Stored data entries
· · · ·

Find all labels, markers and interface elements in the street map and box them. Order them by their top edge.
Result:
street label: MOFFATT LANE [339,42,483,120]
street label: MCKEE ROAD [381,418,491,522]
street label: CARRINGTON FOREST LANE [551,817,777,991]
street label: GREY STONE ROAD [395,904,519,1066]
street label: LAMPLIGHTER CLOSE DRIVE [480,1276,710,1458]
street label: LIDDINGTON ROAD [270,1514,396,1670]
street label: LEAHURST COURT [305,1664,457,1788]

· · · ·

Please restate each record exactly as it reads.

Task output:
Find all labels, markers and interface elements in the street map and box them. Order them by their top edge.
Result:
street label: MOFFATT LANE [339,42,483,120]
street label: MCKEE ROAD [381,418,491,522]
street label: CARRINGTON FOREST LANE [551,817,777,991]
street label: GREY STONE ROAD [395,904,519,1066]
street label: LAMPLIGHTER CLOSE DRIVE [480,1276,710,1458]
street label: LIDDINGTON ROAD [270,1514,396,1670]
street label: LEAHURST COURT [305,1664,457,1788]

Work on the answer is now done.